I laid my head in her lap and told her everything...leaving out the baby and describing it only as 'something big'.
When I began to cry her hand dropped to stroke my temple soothingly "Some people have to wait a very long time to find what you have with her Justin...nothings big enough to throw that away."
I wasn't convinced "I think maybe you're wrong this time Ma."
"God has given you so many gifts and blessings, but bringing a love like you're describing is the most important one of all...try to remember that."
She'd fallen silent after that, allowing me to quietly think while she sat with me until I sank into a deep sleep.
My phone, which I'm still staring at begins to vibrate as B answers my text, confirming that she's in town.
"What room are you in?" Again, I already know the answer to this.
She texts back right away this time with her room number.
"You busy? Can I come chill for a little while?" I ask before I lose my nerve.
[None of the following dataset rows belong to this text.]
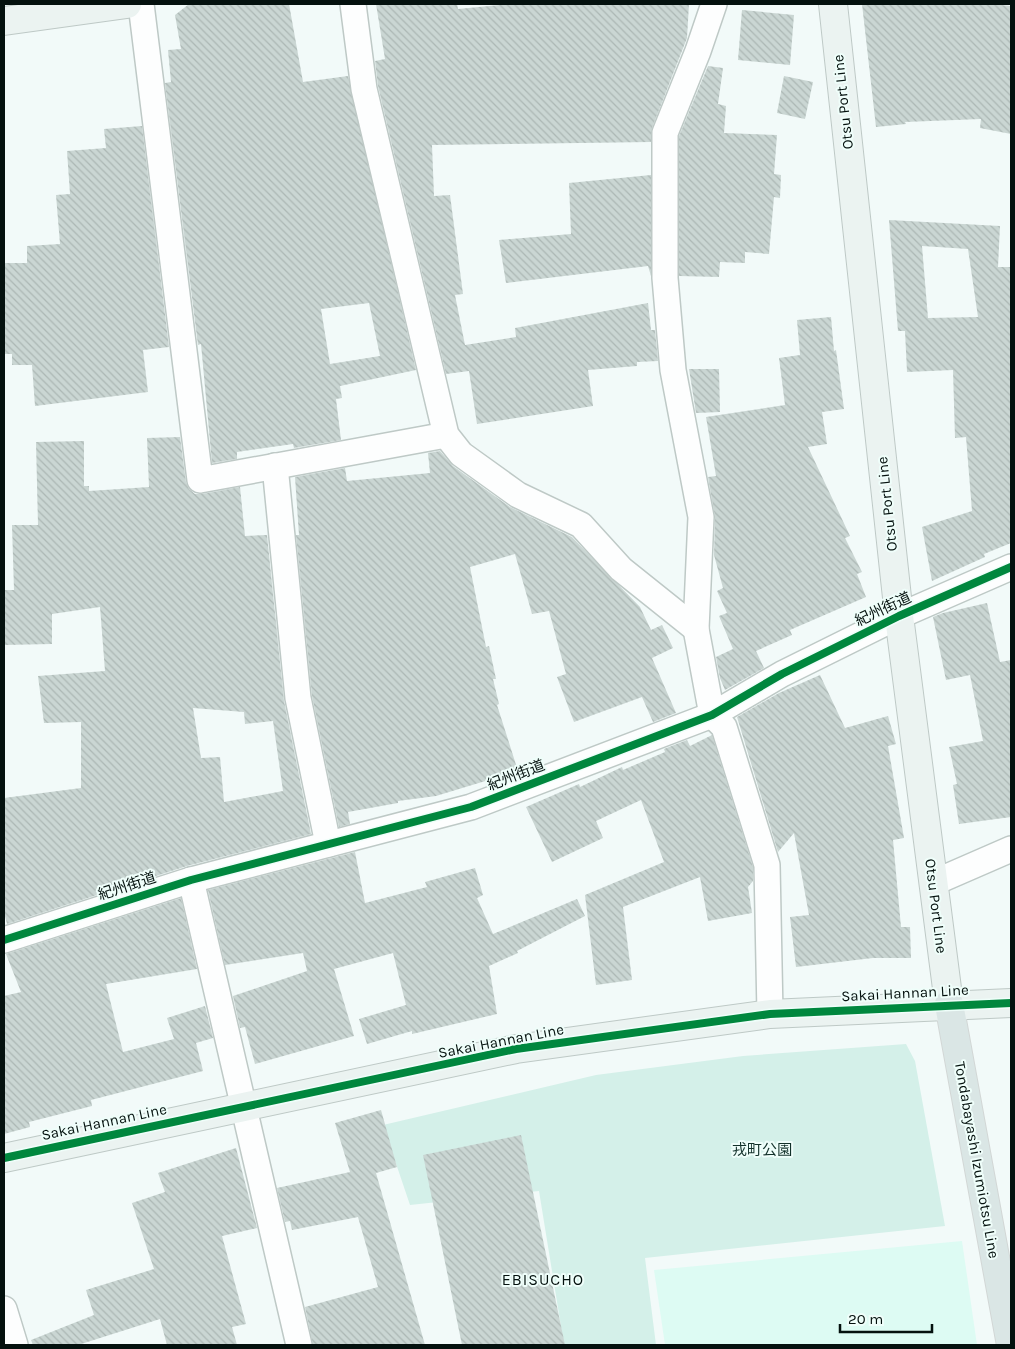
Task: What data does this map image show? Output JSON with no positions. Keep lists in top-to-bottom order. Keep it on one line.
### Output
{"streets":{"main road":["Otsu Port Line","Sakai Hannan Line","Tondabayashi Izumiotsu Line"],"street":["紀州街道"]},"crossings":[["Otsu Port Line","紀州街道"],["Otsu Port Line","Sakai Hannan Line"],["Otsu Port Line","Tondabayashi Izumiotsu Line"],["Sakai Hannan Line","Tondabayashi Izumiotsu Line"]],"districts":["EBISUCHO"],"parks":["戎町公園"],"scale_bar":"20 m"}
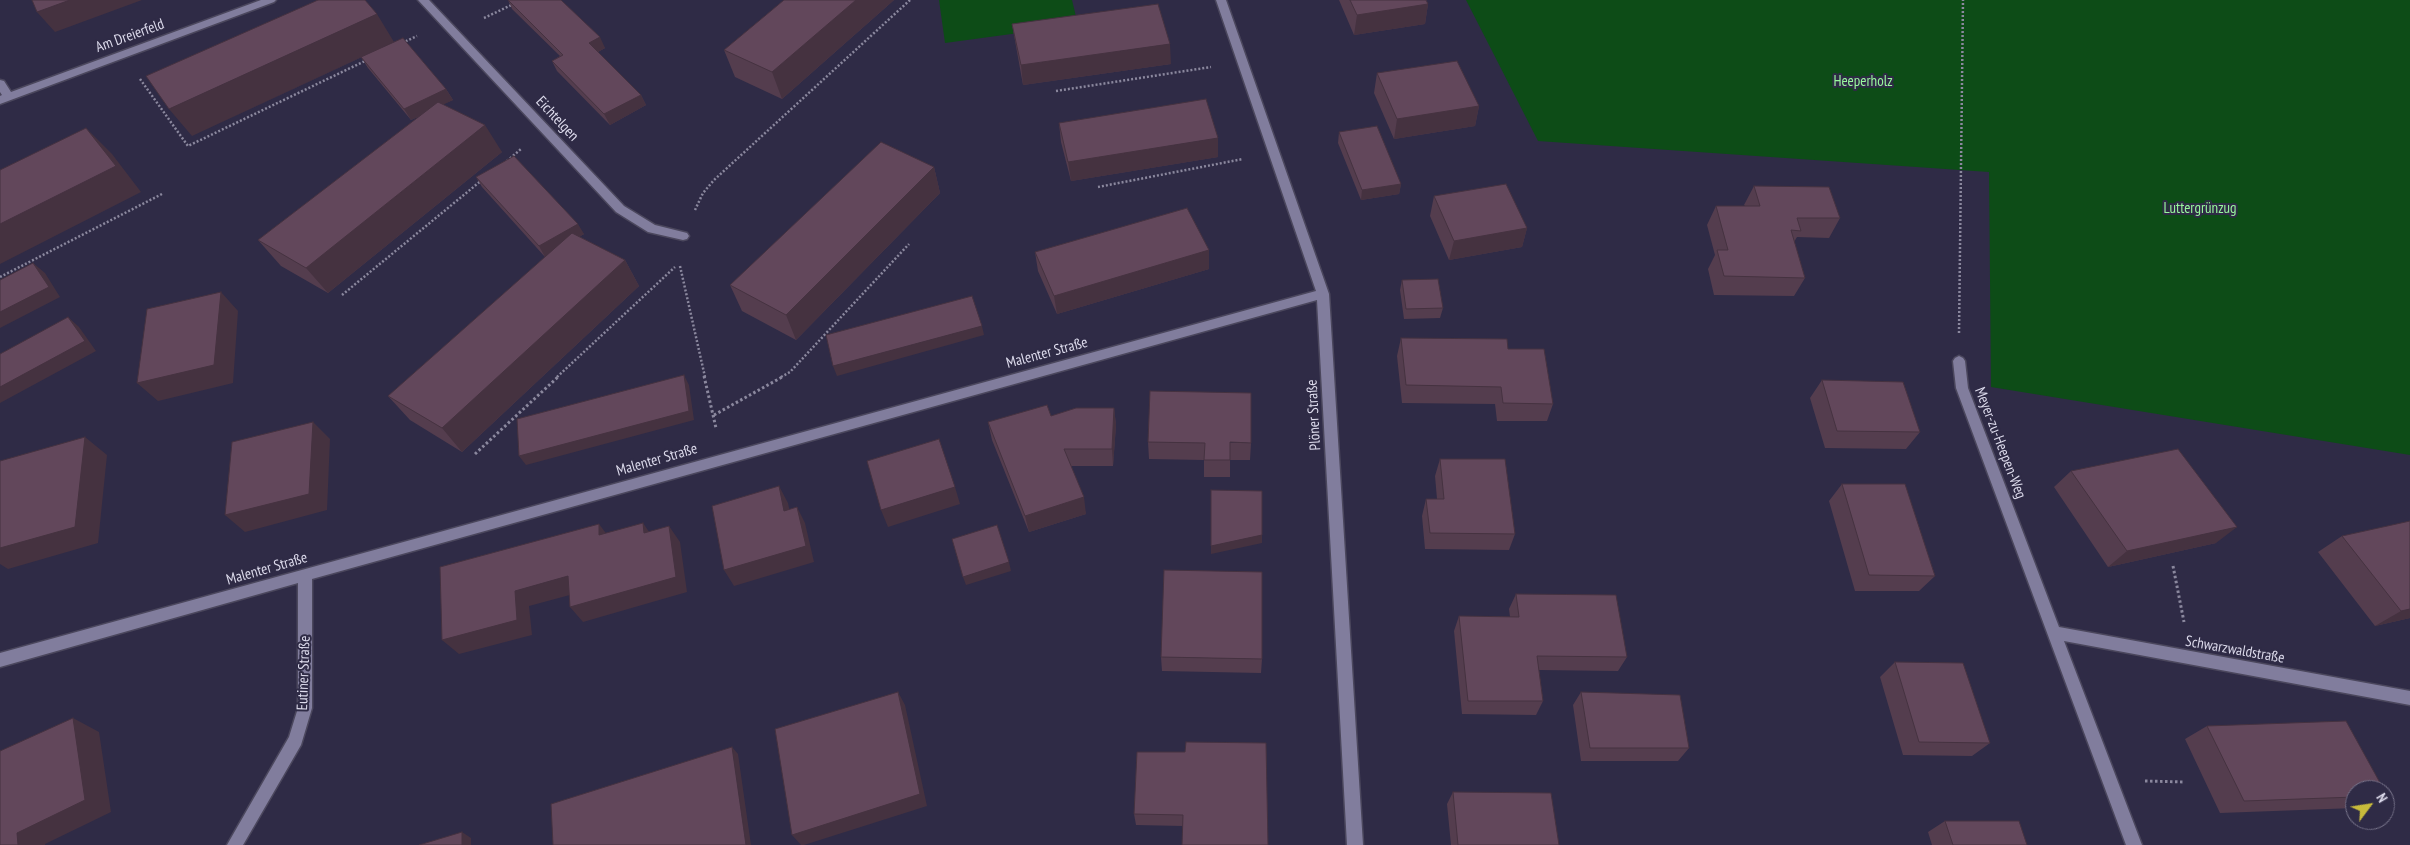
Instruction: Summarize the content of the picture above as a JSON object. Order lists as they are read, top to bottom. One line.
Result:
{"streets":{"street":["Am Dreierfeld","Eichtelgen","Malenter Straße","Plöner Straße","Meyer-zu-Heepen-Weg","Schwarzwaldstraße","Eutiner Straße"]},"crossings":[["Malenter Straße","Plöner Straße"],["Malenter Straße","Eutiner Straße"],["Meyer-zu-Heepen-Weg","Schwarzwaldstraße"]],"parks":["Heeperholz","Luttergrünzug"],"north":"top right"}
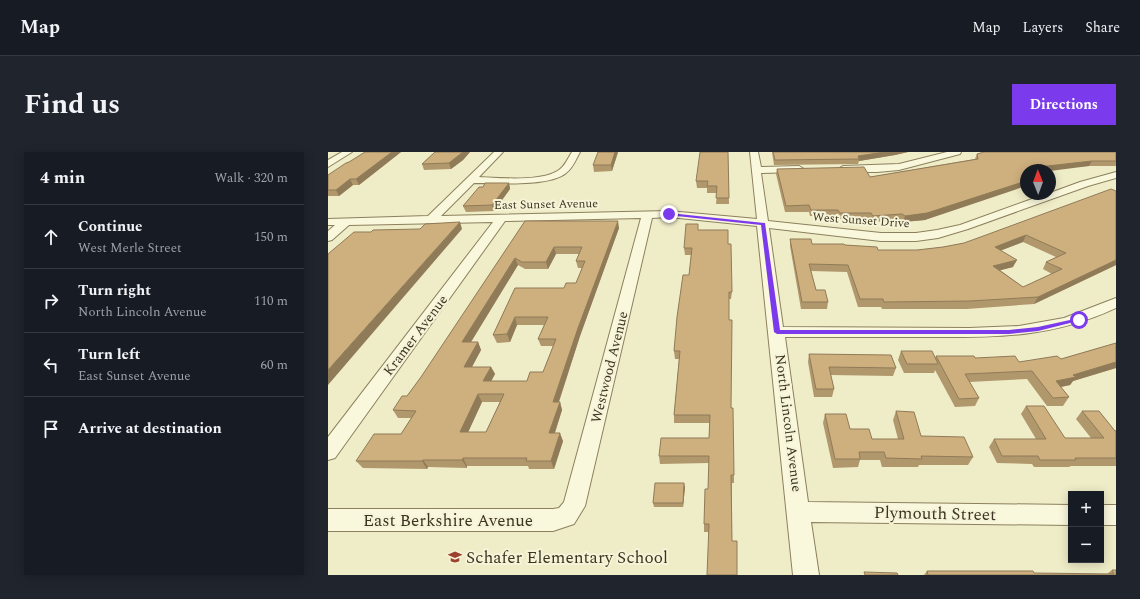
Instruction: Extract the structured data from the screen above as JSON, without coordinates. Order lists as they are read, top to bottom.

"Sure, give me twenty minutes though, I'm in the tub."
I can't help but smile a little "When are you not in the tub? See you in twenty."
After the longest twenty minutes of my life I'm making my way down the hall towards her door. "Why am I so fucking nervous?" I whisper to myself "It's just B."
I give myself a quick once over, straighten my clothes, run my hand through my hair and pat my pocket to make sure her Christmas gift is still tucked safely inside before knocking.
The door opens almost immediately as though she's been standing on the other side waiting for me.
A wide smile spreads involuntarily across my face at the sight of her.
"Hey..." she says, returning my smile shyly as she leads me into the room.
"Hey Bobbi girl..." I pull her into a quick hug and peck her cheek.
When I let her go we stand nervously for a few moments, neither of us knowing what to say. I hate this...how can this be us? How did we end up here?
"So..." she says a little too brightly "How was your trip home?"
"Really good!" I lie matching her enthusiasm. "Yours?"
"It was great...it was good to see everyone!"
I cringe inwardly, remembering what happened the last time she said she was going home.
I nod and we fall silent again until I suddenly remember "I almost forgot...I got you something."
"For what?"
I catch her eye with a little half smile "Ummm seriously baby? For Christmas."
She bursts into the laughter I have missed so much and gives my shoulder a light shove "Oh my god...I'm stupid. But you shouldn't have gotten me anything."
"Why do you always say that? Every single time..." I shake my head with a grin pulling the velvet box from my pocket "When the hell are you gonna learn to just take a present and say thank you?"
She reaches for it "Thank you."
"Don't thank me baby...I've told you a thousand times, I hate that."
"But you just said..."
I cut her off "I know what I said."
She laughs again "You're such a smart ass."
"Well are you going to open it or what?" I ask, nodding my head towards the box.
She lifts the lid up and stares quietly at the delicate platinum and diamond bracelet that I picked out just because I knew it would look perfect around her tiny wrist.
"It's beautiful J..." she says softly. "Thank you...I love it."
"Here..." I take it from her and fasten it around her right wrist when she offers it. My heart begins to race the second my fingers brush against her.
When the clasp is secure she holds her hand up to admire it. "I missed you..." I whisper as I watch her look it over, tilting her head this way and that happily.
Her eyes meet my own "I missed you too."
I'm torn between taking her in my arms and leaving the room...being this close to her reminds of how much I love her, but it also reminds of what she did.
I take a deep breath "Well, I'm gonna get out of here, just wanted to say hi and give you that."
She doesn't want me to go, I can see it in her eyes but she just nods "Yeah, I'm exhausted. Thank you for my bracelet though...it's perfect."
"Stop that...but you're welcome." I turn reluctantly to go and then remember "Hey, by the way, I don't know if you made plans for new years eve, but Twist and Ryan are here...so if you feel like it, drop by my suite and party with us for a little while.
"Okay, maybe I will..." she agrees, as I step into the hall.
I lean in a give her another quick kiss on the cheek and then head back to my room.